Italy recorded lowest weekly coronavirus mortality rates

Italy has extended its lockdown until 13 April but recorded its lowest death toll in more than a week, reinforcing indications that the coronavirus epidemic both there and in Spain may be reaching a plateau.

“Experts say we are on the right track and the drastic measures we have taken are starting to yield results,” said the health minister, Roberto Speranza. He warned, though, that it would be “unforgivable to assume this was a definitive defeat” of Covid-19 and it would be “a long battle”.

Italy’s civil protection authority announced on Wednesday that the country’s tally – already the highest in the world – had climbed by 727 deaths to 13,155, and that the number of confirmed infections, including deaths, recovered and current cases, had risen by 4,782, taking the total to 110,574.

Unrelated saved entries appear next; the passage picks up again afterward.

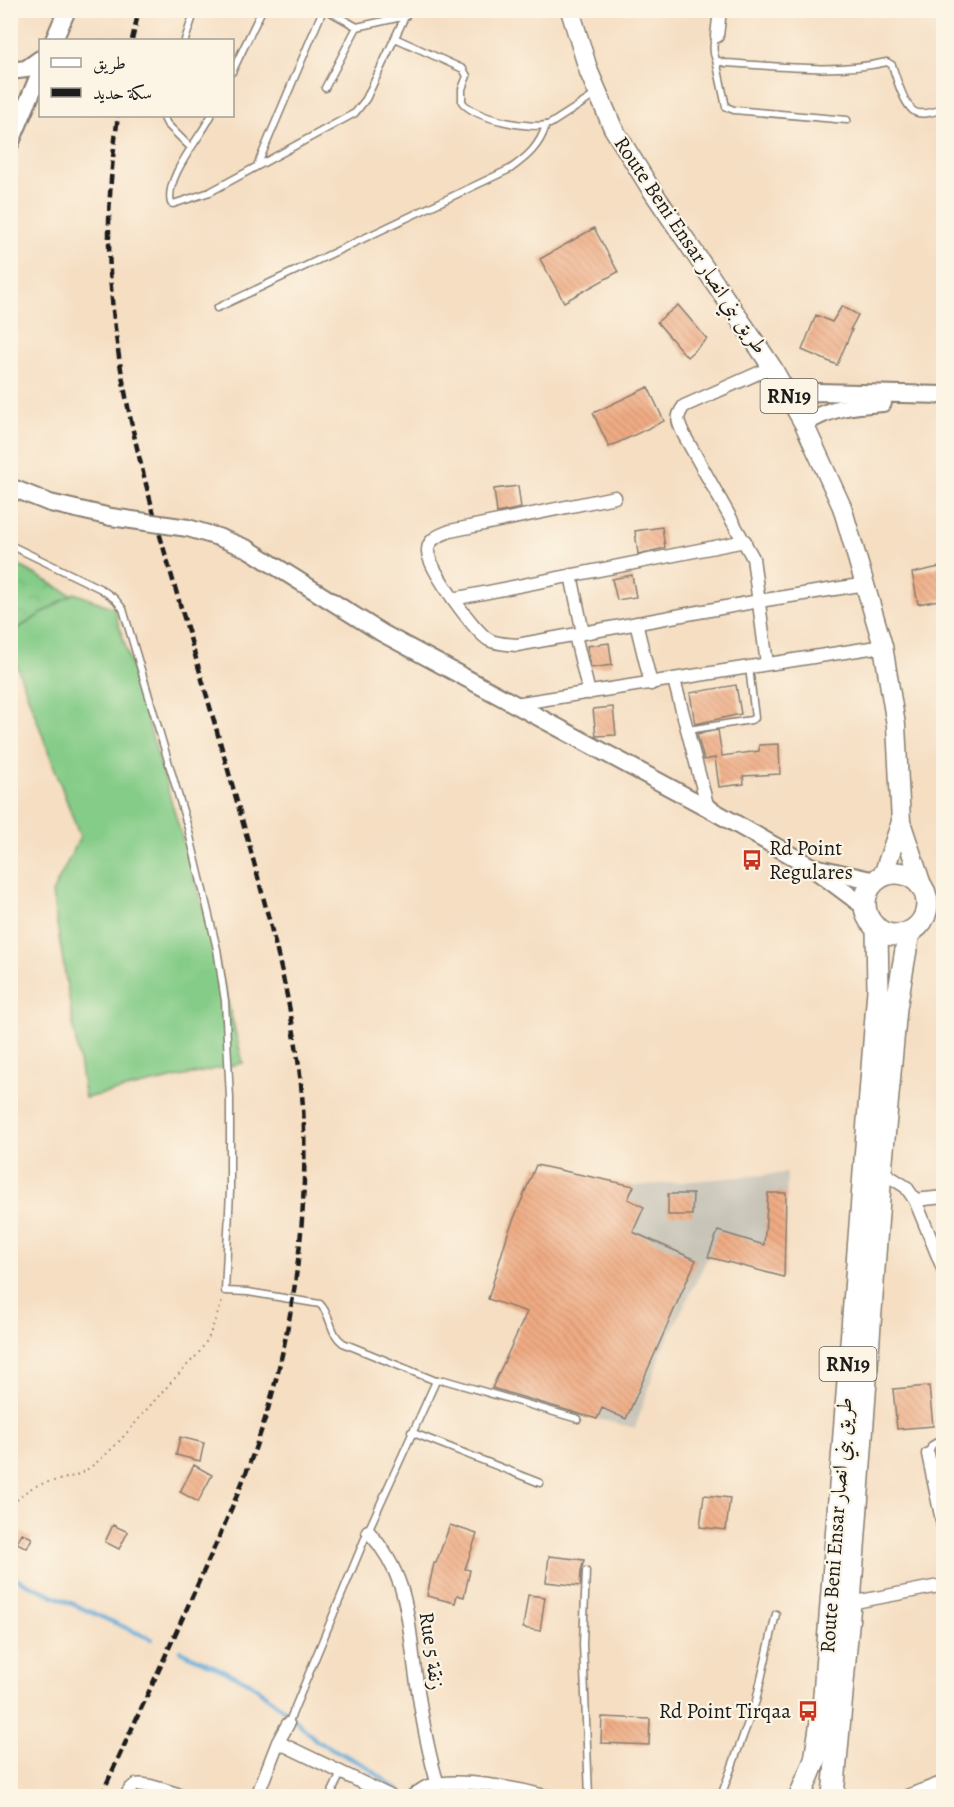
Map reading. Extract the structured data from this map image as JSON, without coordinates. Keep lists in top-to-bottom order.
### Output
{
  "streets": {
    "highway": ["Route Beni Ensar طريق بني انصار", "RN19"],
    "street": ["Rue 5 زنقة"]
  },
  "crossings": [
    ["Route Beni Ensar طريق بني انصار", "RN19"]
  ],
  "places": {
    "bus stop": ["Rd Point Regulares", "Rd Point Tirqaa"]
  },
  "legend": ["طريق", "سكة حديد"]
}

But the daily rise in the number of deaths was sharply down on Tuesday’s figure of 837, and the 2,937 new active cases represented an increase of 3.8% – more than the previous day, but confirming a declining trend. Two weeks ago, infections were rising at between three and four times that rate.

“The curve tells us that we’re at a plateau,” Silvio Brusaferro, the president of Italy’s Higher Health Institute (ISS), said earlier on Wednesday. “That doesn’t mean we’ve hit the peak and that it’s over, but that we must start the descent … by applying the measures in force.”

According to the Johns Hopkins University tracker, the pandemic has infected more than 870,000 people worldwide and killed more than 43,000. Nearly half the world’s population are living under some form of requested or mandatory confinement.

While China, where the outbreak originated, continues to report almost no domestic transmissions, a US intelligence report to the White House suggested Beijing was underreporting the numbers of both total cases and deaths the country has suffered.

Three unnamed security officials told Bloomberg the secret report alleged that China’s reporting of virus data was intentionally incomplete, and two of them said the report concluded that China’s numbers were fake. Deborah Birx, the state department immunologist advising the White House, said on Tuesday she thought that “probably we were missing a significant amount of the data, now that what we see happened to Italy and see what happened to Spain”.

Spain, which crossed the threshold of 100,000 confirmed cases on Wednesday and reported another record single-day death toll of 864, is now following a similar pattern to Italy, with officials saying on Wednesday they were starting to see a “trend change”. The two countries have the highest global death tolls in the pandemic.

Between 15 and 25 March, new cases in Spain were growing at a rate of 20% a day. From 25 March, that rate dropped to 12% and lower. María José Sierra of Spain’s centre for health emergencies said the latest figures indicated the increase in new cases was continuing to level out.

“Generally speaking, we can say that yesterday’s rise in cases, which was around 8%, tells us that we’re carrying on in the stabilisation phase of the pandemic,” Sierra told a press conference.

In the US, meanwhile, deaths from the coronavirus topped 1,000 in New York City as authorities warned that the worst was yet to come, while Florida officials were locked in a standoff with two cruise ships steaming toward the coast.

In California, the number of people being taken to hospital nearly doubled over the past four days and the number of intensive care patients tripled. US deaths, which have exceeded those in China, could reach 240,000, according to the White House, with Donald Trump warning the country should expect a “very, very painful two weeks”.